Había una vez, en el rincón más escondido del Bosque de las Nubes, vivía una niña muy especial llamada Laura. Tenía el pelo del color del atardecer —ni rojo, ni naranja, ¡una mezcla mágica!— y unos ojos tan chispeantes como dos luciérnagas haciéndose cosquillas en plena noche.
Laura tenía un secreto: podía hablar con los animales. Sabía cantar con los búhos, bailar con las ranas y reírse con las ardillas. Pero, aunque su vida era muy divertida, ella quería más.
—¡Quiero una aventura de verdad! ¡De esas con monstruos, acertijos y dragones! —decía mientras hacía volteretas en el musgo.
Un día, mientras corría tras una mariposa dorada con alas de purpurina, tropezó con algo brillante.
—¡Ay! ¿Qué es esto? —gritó frotándose la rodilla.
Era una lágrima gigante que brillaba como un diamante.

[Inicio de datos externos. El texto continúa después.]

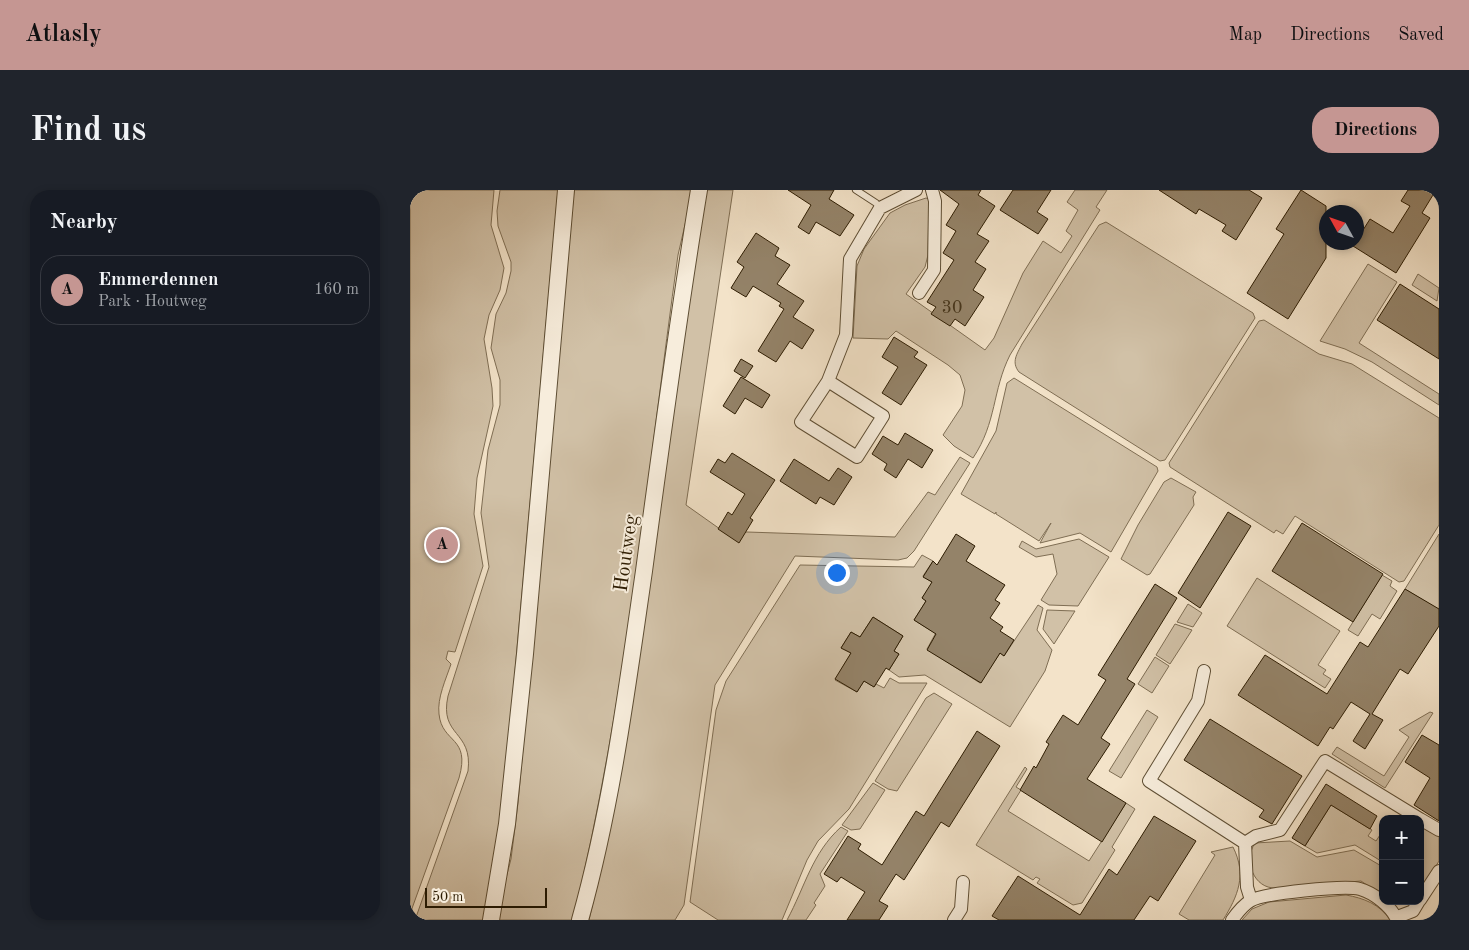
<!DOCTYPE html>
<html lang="en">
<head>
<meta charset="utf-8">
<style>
  body { margin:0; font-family:"Old Standard TT",serif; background:#20242c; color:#f1f3f6 }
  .controls { position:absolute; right:15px; bottom:15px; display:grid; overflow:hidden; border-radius:10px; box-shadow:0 2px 8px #0003 }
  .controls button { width:45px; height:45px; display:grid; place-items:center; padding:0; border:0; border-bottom:1px solid #363941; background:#171b24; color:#f1f3f6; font:25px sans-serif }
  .compass { position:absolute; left:909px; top:15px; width:45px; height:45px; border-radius:50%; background:#171b24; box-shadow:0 2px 8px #0003; rotate:310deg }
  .scale { position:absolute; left:15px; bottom:12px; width:122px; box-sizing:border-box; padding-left:5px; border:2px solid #2d1c02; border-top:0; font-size:14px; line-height:18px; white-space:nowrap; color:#2d1c02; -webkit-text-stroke:4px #f7eddc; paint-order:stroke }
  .you { position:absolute; left:426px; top:382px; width:18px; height:18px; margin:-12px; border:4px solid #fff; border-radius:50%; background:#1a73e8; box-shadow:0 0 0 8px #1a73e833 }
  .badge { display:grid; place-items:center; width:32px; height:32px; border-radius:50%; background:#c59692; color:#111; font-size:16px; font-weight:700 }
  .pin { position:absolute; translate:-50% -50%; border:2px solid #fff; box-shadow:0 1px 5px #0006 }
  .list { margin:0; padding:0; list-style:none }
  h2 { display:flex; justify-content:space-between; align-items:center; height:65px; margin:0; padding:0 20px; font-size:21px }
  h2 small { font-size:16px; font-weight:400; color:#9ea1a6 }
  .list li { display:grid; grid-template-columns:32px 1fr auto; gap:15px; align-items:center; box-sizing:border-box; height:70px; margin:0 10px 10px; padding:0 10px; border:1px solid #363941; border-radius:20px }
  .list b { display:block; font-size:19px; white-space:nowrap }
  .list p { margin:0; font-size:16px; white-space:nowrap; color:#9ea1a6 }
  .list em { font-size:16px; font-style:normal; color:#9ea1a6 }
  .map { position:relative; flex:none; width:1029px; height:730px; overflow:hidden; border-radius:20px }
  header { display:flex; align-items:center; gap:30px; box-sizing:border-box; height:70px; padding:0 25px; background:#c59692; color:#111 }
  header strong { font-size:24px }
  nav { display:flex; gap:28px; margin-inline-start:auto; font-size:18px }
  .intro { display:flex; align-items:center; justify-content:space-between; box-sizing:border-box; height:120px; padding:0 30px }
  h1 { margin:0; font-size:35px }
  .button { padding:12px 22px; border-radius:20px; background:#c59692; color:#111; font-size:18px; font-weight:700 }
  main { display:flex; gap:30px; padding:0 30px }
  aside { flex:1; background:#171b24; border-radius:20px; box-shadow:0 2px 8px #0003 }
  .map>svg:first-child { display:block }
</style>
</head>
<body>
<header>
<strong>Atlasly</strong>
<nav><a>Map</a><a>Directions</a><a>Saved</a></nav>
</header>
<div class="intro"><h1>Find us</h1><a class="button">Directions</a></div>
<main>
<aside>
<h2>Nearby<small></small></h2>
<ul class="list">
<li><span class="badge">A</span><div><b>Emmerdennen</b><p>Park · Houtweg</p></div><em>160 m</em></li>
</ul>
</aside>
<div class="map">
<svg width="1029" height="730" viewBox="0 0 1029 730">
  <rect width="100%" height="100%" fill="#f3e3c9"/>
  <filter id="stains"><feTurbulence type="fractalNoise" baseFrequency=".004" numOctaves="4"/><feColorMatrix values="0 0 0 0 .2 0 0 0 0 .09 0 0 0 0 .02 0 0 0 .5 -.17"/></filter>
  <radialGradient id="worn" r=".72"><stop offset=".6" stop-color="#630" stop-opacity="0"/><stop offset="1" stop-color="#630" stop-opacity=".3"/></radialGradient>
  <!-- green -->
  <path fill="#d1c1a7" stroke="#7f6e54" d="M0,0h84l-3,35 13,43 -4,22 -11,25 -5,24 8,49 1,18 -16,72 -3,36 9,52 -28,86 -7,-1 -2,8 5,5c-5,15 -14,34 -12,50 3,30 32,22 20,64l-49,136z
    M90,0h58l-54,604 -19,126h-70l53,-149c5,-41 -29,-34 -20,-75l41,-129 -8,-54 7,-63 12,-45v-25l-9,-32 5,-34 10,-21 5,-22v-9l-13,-36 -1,-15z
    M164,0h119l-15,65c-31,222 -52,447 -105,665h-78l16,-61 7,-56z
    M293,0h30l-47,315 41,29 20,-2 148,5 33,-45 7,3 25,-38 10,6 -56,88 -7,7 -9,2 -103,-4 -80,129 -31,220 -9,15h-86l20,-88z
    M665,0h32l-11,17 4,3 -90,145c-18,36 -13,67 -37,103l-19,-12 -11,-11 19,-29 3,-16 -5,-15 -12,-10 -52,-34 -8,8 -35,-1 4,-72 7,-17 26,-36 15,-8 21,-7 3,1 -1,56 -3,12 -19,27 79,56 9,-12 29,-65 20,-32 18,12 11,-17 -6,-5 12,-21 -11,-8z
    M696,32l147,91 2,5 -90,142 -5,1 -141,-89c-8,-10 -2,-18 3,-28l77,-119z
    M958,74l29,18 -38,61 80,51v11l-67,-43 -27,-13 -25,-8z
    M1008,84l21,14 -2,13 -25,-16z
    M854,130l55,34 33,10 87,54v107l-35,56 -5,1 -104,-66 -12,18 -7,-4 -2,3 -104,-66 -1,-4 90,-142z
    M604,188l143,89 1,4 -47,81 -31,-19 -40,10 11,-20 -12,18 -43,-27v-2l-1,2 -34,-20 35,-63 11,-48z
    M761,288l25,14 -3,5 1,8 -44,69 -3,1 -26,-16 17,-34 26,-43z
    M1029,344v76l-34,-21z
    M669,349l30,18 -31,49 -29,-1 -8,-5 16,-26 -4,-20 -17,3 -17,-10 3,-6 14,8z
    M512,365l11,6 -10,15 10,7 -11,15 4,3 -12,19 21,13 9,-15 -17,31 53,34 20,-30 4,3 34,-51 5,3 -6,22 15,20 -7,21 -35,56 -85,-52 -26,2 -10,-7 10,-16 -5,-3 9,-15 -30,-19 -13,20 -9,-5 -10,16 10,5 -16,27 22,12 7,-11 10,6 2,-3 8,4 6,-10 9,5h28l-78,126 -31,32 -11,19 -25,60h-64l-28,-18 26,-192 10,-29 74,-116 114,2z
    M972,385l10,6 -2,5 7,5 -17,28 -8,-5 -14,22 -10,-6z
    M847,388l83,53 -22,34 8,5 -3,4 8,5 -6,9 -98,-62z
    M778,414l14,9 -9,14 -16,-5z
    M637,420l28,1 -21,33 -11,-15z
    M765,434l17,6 -22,34 -14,-9z
    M745,467l14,9 -17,27 -14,-9z
    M524,503l18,11 -55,87 -9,-2 -13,-8 51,-83z
    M737,520l11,7 -37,61 -12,-7z
    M1020,522l3,1 -48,75 -53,-34 5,-7 47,29 25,-39 -10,-7z
    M615,577l2,2 -11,18 5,3 -13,21 81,50 37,-58 9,6 -23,38 3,3 -33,53 -9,2 -36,-22 3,-4 -4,-2 -3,3 -57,-35z
    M463,593l12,7 -25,39 -9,1 -9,-5z
    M921,615l41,25 -4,6 8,5 4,-6 3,2v20l-2,4 -26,-16 -38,8 -12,-7z
    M1010,634l19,12v25l-16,26 -3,-2z
    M431,637l7,4 -28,43 5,12 -11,17 2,2 -10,15h-19c18,-33 25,-67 54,-93z
    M880,651l27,16 37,-7 29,17v29l-22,-15 -85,7c-22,1 -33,-27 -21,-45z
    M823,657c14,28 5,49 -10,73h-34l-10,-6 36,-59 -4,-3z
    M936,705c17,3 34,9 44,25h-148l10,-11 17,-7z"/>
  <!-- building -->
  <path fill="#948369" stroke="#2d1c02" d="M378,0h46l-5,9 25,16 -14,21 -24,-14 -7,12 -11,-7 13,-22z
    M530,0h41l-3,5 17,11 -18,28 12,7 -14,21 11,7 -13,21 11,7 -19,29 -10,-7 -5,7 -19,-12 5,-7 -9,-5 27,-42 -11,-7 13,-22 -10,-6 13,-21z
    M603,0h38l-14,22 11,7 -10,15 -38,-24z
    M749,0h90l13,8 -26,42 -14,-9 4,-6 -27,-16 -3,5z
    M891,0l25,16v52l-38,61 -41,-26 37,-59 -8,-5z
    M998,0h28l-14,23 8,5 -34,55 -43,-27 17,-27 23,14 17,-27 -9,-5z
    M346,43l23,15 -4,8 15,9 -13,19 27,17 -11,16 21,13 -12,19 -12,-8 -14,21 -18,-11 26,-42 -5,-3 2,-3 -28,-17 -7,11 -15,-9 13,-21 -7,-5z
    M990,94l39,25v50l-62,-39z
    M484,147l24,15 -4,5 13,8 -26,40 -19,-12 16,-26 -16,-10z
    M331,169l12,7 -8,12 -11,-7z
    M331,187l29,18 -8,13 -17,-10 -10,16 -12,-8z
    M495,243l28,17 -11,18 -14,-9 -12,19 -12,-8 3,-6 -15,-10 11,-18 15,9z
    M322,263l43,27 -25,38 3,2 -14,23 -21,-14 10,-17 4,3 13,-21 -35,-22 8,-13 7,4z
    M384,269l35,22 9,-13 14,9 -18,28 -14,-8 -4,7 -36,-23z
    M818,322l23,14 -51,82 -22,-15z
    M892,333l81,51 -30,48 -81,-51z
    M546,344l19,12 -9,15 39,24 -10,15 5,3 -10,15 13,9 -3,4 14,9 -10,16 -4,-3 -19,30 -54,-33 9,-16 -22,-14 12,-19 -4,-3 10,-16 -9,-5 10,-16 4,4z
    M745,394l22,14 -50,81 8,5 -34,54 9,6 -23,35 39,24 -24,39 -82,-52 14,-24 2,2 13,-24 -3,-2 17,-27 15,10 28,-45 -8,-5z
    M995,399l34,20v17l-31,48 -8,-5 -28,45 11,6 -18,29 -12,-8 17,-27 -19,-12 -18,27 -3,-2 -12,19 -80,-51 27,-40 62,39 33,-52 8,5z
    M463,427l30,19 -9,15 5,3 -10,16 -3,-2 -12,19 -10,-6 -7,11 -22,-13 16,-26 -10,-5 10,-16 9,5z
    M800,529l92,57 -30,48 -13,-7 5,-7 -80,-50z
    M567,541l23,15 -51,81 -8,-5 -37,58 -8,-6 -17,27 9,5 -9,14h-32l18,-28 -24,-15 -4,5 -13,-8 24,-38 13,8 -3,5 24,16 34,-54 8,5z
    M1012,545l17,10v76l-25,-16 16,-27 -25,-16z
    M916,594l51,32 -7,13 -39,-24 -26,41 -13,-8z
    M744,626l42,25 -38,60 -8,-5 -16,24h-135l-7,-4 26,-40 62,39 29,-46 8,6z"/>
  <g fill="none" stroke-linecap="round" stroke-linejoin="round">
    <!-- service casing -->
    <g stroke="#5e4e34" stroke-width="8">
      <path id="service" d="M446,0l20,13 4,5"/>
    </g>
    <!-- minor casing -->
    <g stroke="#5e4e34" stroke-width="14">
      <path id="minor" d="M509,103l15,-23 1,-69 -3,-11
        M418,191l55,35 -26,41 -56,-35 27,-41 18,-46 4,-76 30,-51 36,-18
        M794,481l-6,30 -49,80 96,62 11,-7 24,-6 45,-69 95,58
        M1010,629l19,11
        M835,653l2,44 4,13
        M1010,710l19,-29
        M987,727l16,-6 6,-10
        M544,730l7,-11 2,-27
        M822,730c5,-7 10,-14 18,-19 13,-8 95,-16 110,-12 14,4 32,18 37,31"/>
    </g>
    <!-- tertiary casing -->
    <g stroke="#5e4e34" stroke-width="18">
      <path id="tertiary" d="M81,730l16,-96 18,-170 41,-464
        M170,730c32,-114 47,-232 64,-349 17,-127 34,-254 55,-381"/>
    </g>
    <!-- service -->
    <use href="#service" stroke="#f7eddc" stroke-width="6"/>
    <!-- minor -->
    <use href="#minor" stroke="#f7eddc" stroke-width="12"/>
    <!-- tertiary -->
    <use href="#tertiary" stroke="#f7eddc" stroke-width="16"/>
  </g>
  <g text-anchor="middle" stroke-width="4" stroke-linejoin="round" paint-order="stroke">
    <!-- number labels -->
    <g font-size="18" fill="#47361c">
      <text x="542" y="123">30</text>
    </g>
    <!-- street labels -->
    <g font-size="20" fill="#2d1c02" stroke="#f7eddc">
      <text transform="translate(215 363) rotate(-82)" y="7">Houtweg</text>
    </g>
  </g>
  <rect width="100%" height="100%" filter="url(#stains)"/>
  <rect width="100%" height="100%" fill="url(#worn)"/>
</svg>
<div class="controls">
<button>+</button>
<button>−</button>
</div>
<svg class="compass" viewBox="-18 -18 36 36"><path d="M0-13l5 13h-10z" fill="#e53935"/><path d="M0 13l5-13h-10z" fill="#9ea1a6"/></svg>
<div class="scale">50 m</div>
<div class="you"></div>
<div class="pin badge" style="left:32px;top:355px">A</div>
</div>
</main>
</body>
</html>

—¡Una lágrima de dragón! —susurró una ardilla con auriculares—. ¡Esto no es buena señal niña!.
Las lágrimas de dragón eran rarísimas. Solo caían cuando un dragón estaba triste… o en gran peligro.
Sin pensarlo dos veces, Laura se ató sus botas mágicas, se puso su capa de hojas y gritó:
—¡Allá voy, en busca del dragón perdido!.
Siguió el rastro de lágrimas que chispeaban como estrellas caídas. Subió montañas, cruzó ríos que hablaban en rima y hasta sorteó una tormenta de pompas de jabón. Hasta que llegó a un lugar prohibido: la Montaña de Cristal.
Allí, entre rocas brillantes y relámpagos de colores, encontró al dragón.
Era enorme, transparente como el hielo, con escamas que tintineaban al moverse. Pero estaba atrapado por unas cadenas negras y feas, que echaban humo y asustaban cada vez que alguien se acercaba.
—Hola… ¿estás bien? —preguntó Laura con voz suave.
—No mucho —respondió el dragón—. Me llamo Zafirón, y un malvado hechicero, Sombrafría, me encerró porque no quise quemar el bosque.
—¿QUEMAR EL BOSQUE? ¡De ninguna manera! ¡Aquí viven mis amigos! —gritó Laura enfadada.
En ese instante, el cielo se oscureció. Una sombra gigante apareció: Sombrafría volando sobre un cuervo con botas rojas de payaso (sí, botas de payaso, porque nadie sabe por qué, pero las llevaba, a él le gustaban mucho).
—¡Ja, ja, ja! ¿Una niña quiere detenerme? ¿Con una capa de hojas y una sonrisa?.
Laura no se asustó. Dio un paso adelante, sacó su flauta verde mágica —un regalo del ciervo sabio del bosque— y comenzó a tocar una melodía tan bonita que hasta las piedras bailaban un poco.
Las cadenas del dragón empezaron a temblar… ¡¡CRACK!! ¡¡CLANG!! ¡¡CHAS!!. Y, por fin, se rompieron en mil luces de colores.
—¡NOOO! —gritó Sombrafría que intentó lanzar un hechizo, pero su cuervo, distraído por la música, se puso a bailar y lo tiró al barro.
El dragón rugió con fuerza, llenando el cielo de chispas azules. El hechicero y su cuervo salieron volando, y nunca más se atrevieron a volver.
—Has salvado el bosque —dijo Zafirón—. A partir de hoy, serás la Guardiana de las Nubes.
Desde entonces, Laura y el dragón surcan los cielos, protegiendo a todos los seres mágicos, y viviendo aventuras más increíbles que las de cualquier cuento.
Y colorín colorado, la niña aprendió que no hace falta ser grande ni fuerte para cambiar el mundo. A veces, con valor, bondad… y una melodía bonita, puedes liberar y hasta hacerte amiga de un mágico dragón.